(Stored data)
━━━━━━━━━━━━━━━━━━━━

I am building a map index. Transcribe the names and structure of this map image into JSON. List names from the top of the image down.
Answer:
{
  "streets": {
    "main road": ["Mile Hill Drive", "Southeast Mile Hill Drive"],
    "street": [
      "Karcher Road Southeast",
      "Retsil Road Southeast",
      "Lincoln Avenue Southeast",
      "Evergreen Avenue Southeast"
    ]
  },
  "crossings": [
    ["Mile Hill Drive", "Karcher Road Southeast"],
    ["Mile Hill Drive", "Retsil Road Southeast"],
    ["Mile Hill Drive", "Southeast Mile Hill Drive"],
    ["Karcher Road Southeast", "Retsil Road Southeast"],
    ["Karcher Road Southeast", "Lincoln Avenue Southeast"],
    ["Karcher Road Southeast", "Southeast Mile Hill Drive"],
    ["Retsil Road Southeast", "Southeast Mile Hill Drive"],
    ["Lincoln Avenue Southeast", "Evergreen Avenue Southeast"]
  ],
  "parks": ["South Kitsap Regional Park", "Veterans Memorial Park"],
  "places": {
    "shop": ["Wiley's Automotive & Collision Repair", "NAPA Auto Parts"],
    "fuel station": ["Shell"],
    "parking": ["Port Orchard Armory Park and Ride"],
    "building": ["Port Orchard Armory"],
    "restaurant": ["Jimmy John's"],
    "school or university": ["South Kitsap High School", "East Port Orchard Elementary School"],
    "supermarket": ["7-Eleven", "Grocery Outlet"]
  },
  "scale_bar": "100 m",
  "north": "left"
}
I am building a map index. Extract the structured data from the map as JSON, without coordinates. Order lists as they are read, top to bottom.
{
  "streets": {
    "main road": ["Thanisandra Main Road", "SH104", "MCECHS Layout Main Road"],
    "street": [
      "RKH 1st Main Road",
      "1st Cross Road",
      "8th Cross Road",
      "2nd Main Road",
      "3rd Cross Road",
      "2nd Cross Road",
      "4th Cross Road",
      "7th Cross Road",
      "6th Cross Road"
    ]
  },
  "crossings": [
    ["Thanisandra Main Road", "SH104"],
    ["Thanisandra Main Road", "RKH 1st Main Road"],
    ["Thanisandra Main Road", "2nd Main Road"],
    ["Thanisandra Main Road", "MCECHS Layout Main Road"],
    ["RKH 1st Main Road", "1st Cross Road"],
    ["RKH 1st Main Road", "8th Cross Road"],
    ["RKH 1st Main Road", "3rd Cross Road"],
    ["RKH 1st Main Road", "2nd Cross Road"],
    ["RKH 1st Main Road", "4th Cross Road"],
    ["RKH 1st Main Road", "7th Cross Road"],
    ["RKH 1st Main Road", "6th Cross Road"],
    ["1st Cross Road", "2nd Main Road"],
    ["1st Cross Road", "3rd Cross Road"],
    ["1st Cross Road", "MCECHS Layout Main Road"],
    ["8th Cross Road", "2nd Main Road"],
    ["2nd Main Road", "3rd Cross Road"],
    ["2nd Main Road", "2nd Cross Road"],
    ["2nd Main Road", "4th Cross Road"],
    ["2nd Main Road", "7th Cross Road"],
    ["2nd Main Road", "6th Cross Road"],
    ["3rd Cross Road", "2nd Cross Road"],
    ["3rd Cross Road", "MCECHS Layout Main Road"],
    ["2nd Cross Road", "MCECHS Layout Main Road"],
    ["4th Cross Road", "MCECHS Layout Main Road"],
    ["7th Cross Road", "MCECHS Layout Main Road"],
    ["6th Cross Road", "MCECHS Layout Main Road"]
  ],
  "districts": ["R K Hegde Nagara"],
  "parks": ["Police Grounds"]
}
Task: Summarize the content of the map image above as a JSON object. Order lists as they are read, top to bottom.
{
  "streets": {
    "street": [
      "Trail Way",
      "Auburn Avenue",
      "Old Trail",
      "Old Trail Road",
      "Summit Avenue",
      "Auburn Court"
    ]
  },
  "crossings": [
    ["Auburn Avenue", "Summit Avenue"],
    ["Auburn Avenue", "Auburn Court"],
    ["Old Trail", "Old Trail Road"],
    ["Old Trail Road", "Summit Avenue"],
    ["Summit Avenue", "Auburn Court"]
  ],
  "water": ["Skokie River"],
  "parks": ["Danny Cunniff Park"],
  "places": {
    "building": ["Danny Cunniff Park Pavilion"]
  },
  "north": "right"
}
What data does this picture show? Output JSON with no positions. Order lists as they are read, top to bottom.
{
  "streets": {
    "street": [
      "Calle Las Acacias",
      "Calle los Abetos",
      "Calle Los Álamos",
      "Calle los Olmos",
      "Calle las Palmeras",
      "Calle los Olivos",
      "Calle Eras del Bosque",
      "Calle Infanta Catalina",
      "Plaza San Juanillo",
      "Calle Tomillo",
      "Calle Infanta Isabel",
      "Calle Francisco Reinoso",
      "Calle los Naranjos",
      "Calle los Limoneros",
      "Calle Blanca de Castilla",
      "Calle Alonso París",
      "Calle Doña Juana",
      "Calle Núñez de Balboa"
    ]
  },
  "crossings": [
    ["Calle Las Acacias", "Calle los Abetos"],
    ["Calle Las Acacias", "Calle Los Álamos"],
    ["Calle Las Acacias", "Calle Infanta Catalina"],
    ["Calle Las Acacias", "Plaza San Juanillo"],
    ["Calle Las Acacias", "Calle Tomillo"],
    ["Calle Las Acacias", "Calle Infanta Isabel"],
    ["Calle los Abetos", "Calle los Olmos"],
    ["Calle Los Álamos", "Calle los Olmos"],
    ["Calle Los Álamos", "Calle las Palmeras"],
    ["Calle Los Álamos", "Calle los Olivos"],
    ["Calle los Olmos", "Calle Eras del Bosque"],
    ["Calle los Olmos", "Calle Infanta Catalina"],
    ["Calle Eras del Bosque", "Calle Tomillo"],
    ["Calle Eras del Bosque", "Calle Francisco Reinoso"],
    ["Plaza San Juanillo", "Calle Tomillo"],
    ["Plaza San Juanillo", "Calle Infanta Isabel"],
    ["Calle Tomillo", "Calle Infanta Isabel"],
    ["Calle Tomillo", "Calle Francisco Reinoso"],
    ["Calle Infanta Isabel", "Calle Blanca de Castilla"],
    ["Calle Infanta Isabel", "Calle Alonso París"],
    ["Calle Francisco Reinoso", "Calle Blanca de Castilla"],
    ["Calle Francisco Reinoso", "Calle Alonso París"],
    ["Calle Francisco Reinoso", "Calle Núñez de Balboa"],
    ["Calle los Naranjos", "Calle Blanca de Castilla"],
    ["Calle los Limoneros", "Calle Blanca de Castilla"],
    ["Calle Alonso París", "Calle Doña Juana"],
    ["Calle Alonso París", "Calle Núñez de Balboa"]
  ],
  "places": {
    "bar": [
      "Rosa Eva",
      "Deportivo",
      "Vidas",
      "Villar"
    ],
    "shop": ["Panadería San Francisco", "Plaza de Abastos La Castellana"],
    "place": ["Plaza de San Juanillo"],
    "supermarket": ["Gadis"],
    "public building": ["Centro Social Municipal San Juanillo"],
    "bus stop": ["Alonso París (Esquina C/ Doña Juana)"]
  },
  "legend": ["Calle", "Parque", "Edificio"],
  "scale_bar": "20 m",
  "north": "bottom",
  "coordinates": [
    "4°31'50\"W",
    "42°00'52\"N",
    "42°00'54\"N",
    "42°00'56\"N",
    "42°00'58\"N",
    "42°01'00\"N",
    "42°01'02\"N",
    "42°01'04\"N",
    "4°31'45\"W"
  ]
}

━━━━━━━━━━━━━━━━━━━━

Type the entries out again so that they match exactly.

> _REPLY_:
I am building a map index. Transcribe the names and structure of this map image into JSON. List names from the top of the image down.
Answer:
{
  "streets": {
    "main road": ["Mile Hill Drive", "Southeast Mile Hill Drive"],
    "street": [
      "Karcher Road Southeast",
      "Retsil Road Southeast",
      "Lincoln Avenue Southeast",
      "Evergreen Avenue Southeast"
    ]
  },
  "crossings": [
    ["Mile Hill Drive", "Karcher Road Southeast"],
    ["Mile Hill Drive", "Retsil Road Southeast"],
    ["Mile Hill Drive", "Southeast Mile Hill Drive"],
    ["Karcher Road Southeast", "Retsil Road Southeast"],
    ["Karcher Road Southeast", "Lincoln Avenue Southeast"],
    ["Karcher Road Southeast", "Southeast Mile Hill Drive"],
    ["Retsil Road Southeast", "Southeast Mile Hill Drive"],
    ["Lincoln Avenue Southeast", "Evergreen Avenue Southeast"]
  ],
  "parks": ["South Kitsap Regional Park", "Veterans Memorial Park"],
  "places": {
    "shop": ["Wiley's Automotive & Collision Repair", "NAPA Auto Parts"],
    "fuel station": ["Shell"],
    "parking": ["Port Orchard Armory Park and Ride"],
    "building": ["Port Orchard Armory"],
    "restaurant": ["Jimmy John's"],
    "school or university": ["South Kitsap High School", "East Port Orchard Elementary School"],
    "supermarket": ["7-Eleven", "Grocery Outlet"]
  },
  "scale_bar": "100 m",
  "north": "left"
}
I am building a map index. Extract the structured data from the map as JSON, without coordinates. Order lists as they are read, top to bottom.
{
  "streets": {
    "main road": ["Thanisandra Main Road", "SH104", "MCECHS Layout Main Road"],
    "street": [
      "RKH 1st Main Road",
      "1st Cross Road",
      "8th Cross Road",
      "2nd Main Road",
      "3rd Cross Road",
      "2nd Cross Road",
      "4th Cross Road",
      "7th Cross Road",
      "6th Cross Road"
    ]
  },
  "crossings": [
    ["Thanisandra Main Road", "SH104"],
    ["Thanisandra Main Road", "RKH 1st Main Road"],
    ["Thanisandra Main Road", "2nd Main Road"],
    ["Thanisandra Main Road", "MCECHS Layout Main Road"],
    ["RKH 1st Main Road", "1st Cross Road"],
    ["RKH 1st Main Road", "8th Cross Road"],
    ["RKH 1st Main Road", "3rd Cross Road"],
    ["RKH 1st Main Road", "2nd Cross Road"],
    ["RKH 1st Main Road", "4th Cross Road"],
    ["RKH 1st Main Road", "7th Cross Road"],
    ["RKH 1st Main Road", "6th Cross Road"],
    ["1st Cross Road", "2nd Main Road"],
    ["1st Cross Road", "3rd Cross Road"],
    ["1st Cross Road", "MCECHS Layout Main Road"],
    ["8th Cross Road", "2nd Main Road"],
    ["2nd Main Road", "3rd Cross Road"],
    ["2nd Main Road", "2nd Cross Road"],
    ["2nd Main Road", "4th Cross Road"],
    ["2nd Main Road", "7th Cross Road"],
    ["2nd Main Road", "6th Cross Road"],
    ["3rd Cross Road", "2nd Cross Road"],
    ["3rd Cross Road", "MCECHS Layout Main Road"],
    ["2nd Cross Road", "MCECHS Layout Main Road"],
    ["4th Cross Road", "MCECHS Layout Main Road"],
    ["7th Cross Road", "MCECHS Layout Main Road"],
    ["6th Cross Road", "MCECHS Layout Main Road"]
  ],
  "districts": ["R K Hegde Nagara"],
  "parks": ["Police Grounds"]
}
Task: Summarize the content of the map image above as a JSON object. Order lists as they are read, top to bottom.
{
  "streets": {
    "street": [
      "Trail Way",
      "Auburn Avenue",
      "Old Trail",
      "Old Trail Road",
      "Summit Avenue",
      "Auburn Court"
    ]
  },
  "crossings": [
    ["Auburn Avenue", "Summit Avenue"],
    ["Auburn Avenue", "Auburn Court"],
    ["Old Trail", "Old Trail Road"],
    ["Old Trail Road", "Summit Avenue"],
    ["Summit Avenue", "Auburn Court"]
  ],
  "water": ["Skokie River"],
  "parks": ["Danny Cunniff Park"],
  "places": {
    "building": ["Danny Cunniff Park Pavilion"]
  },
  "north": "right"
}
What data does this picture show? Output JSON with no positions. Order lists as they are read, top to bottom.
{
  "streets": {
    "street": [
      "Calle Las Acacias",
      "Calle los Abetos",
      "Calle Los Álamos",
      "Calle los Olmos",
      "Calle las Palmeras",
      "Calle los Olivos",
      "Calle Eras del Bosque",
      "Calle Infanta Catalina",
      "Plaza San Juanillo",
      "Calle Tomillo",
      "Calle Infanta Isabel",
      "Calle Francisco Reinoso",
      "Calle los Naranjos",
      "Calle los Limoneros",
      "Calle Blanca de Castilla",
      "Calle Alonso París",
      "Calle Doña Juana",
      "Calle Núñez de Balboa"
    ]
  },
  "crossings": [
    ["Calle Las Acacias", "Calle los Abetos"],
    ["Calle Las Acacias", "Calle Los Álamos"],
    ["Calle Las Acacias", "Calle Infanta Catalina"],
    ["Calle Las Acacias", "Plaza San Juanillo"],
    ["Calle Las Acacias", "Calle Tomillo"],
    ["Calle Las Acacias", "Calle Infanta Isabel"],
    ["Calle los Abetos", "Calle los Olmos"],
    ["Calle Los Álamos", "Calle los Olmos"],
    ["Calle Los Álamos", "Calle las Palmeras"],
    ["Calle Los Álamos", "Calle los Olivos"],
    ["Calle los Olmos", "Calle Eras del Bosque"],
    ["Calle los Olmos", "Calle Infanta Catalina"],
    ["Calle Eras del Bosque", "Calle Tomillo"],
    ["Calle Eras del Bosque", "Calle Francisco Reinoso"],
    ["Plaza San Juanillo", "Calle Tomillo"],
    ["Plaza San Juanillo", "Calle Infanta Isabel"],
    ["Calle Tomillo", "Calle Infanta Isabel"],
    ["Calle Tomillo", "Calle Francisco Reinoso"],
    ["Calle Infanta Isabel", "Calle Blanca de Castilla"],
    ["Calle Infanta Isabel", "Calle Alonso París"],
    ["Calle Francisco Reinoso", "Calle Blanca de Castilla"],
    ["Calle Francisco Reinoso", "Calle Alonso París"],
    ["Calle Francisco Reinoso", "Calle Núñez de Balboa"],
    ["Calle los Naranjos", "Calle Blanca de Castilla"],
    ["Calle los Limoneros", "Calle Blanca de Castilla"],
    ["Calle Alonso París", "Calle Doña Juana"],
    ["Calle Alonso París", "Calle Núñez de Balboa"]
  ],
  "places": {
    "bar": [
      "Rosa Eva",
      "Deportivo",
      "Vidas",
      "Villar"
    ],
    "shop": ["Panadería San Francisco", "Plaza de Abastos La Castellana"],
    "place": ["Plaza de San Juanillo"],
    "supermarket": ["Gadis"],
    "public building": ["Centro Social Municipal San Juanillo"],
    "bus stop": ["Alonso París (Esquina C/ Doña Juana)"]
  },
  "legend": ["Calle", "Parque", "Edificio"],
  "scale_bar": "20 m",
  "north": "bottom",
  "coordinates": [
    "4°31'50\"W",
    "42°00'52\"N",
    "42°00'54\"N",
    "42°00'56\"N",
    "42°00'58\"N",
    "42°01'00\"N",
    "42°01'02\"N",
    "42°01'04\"N",
    "4°31'45\"W"
  ]
}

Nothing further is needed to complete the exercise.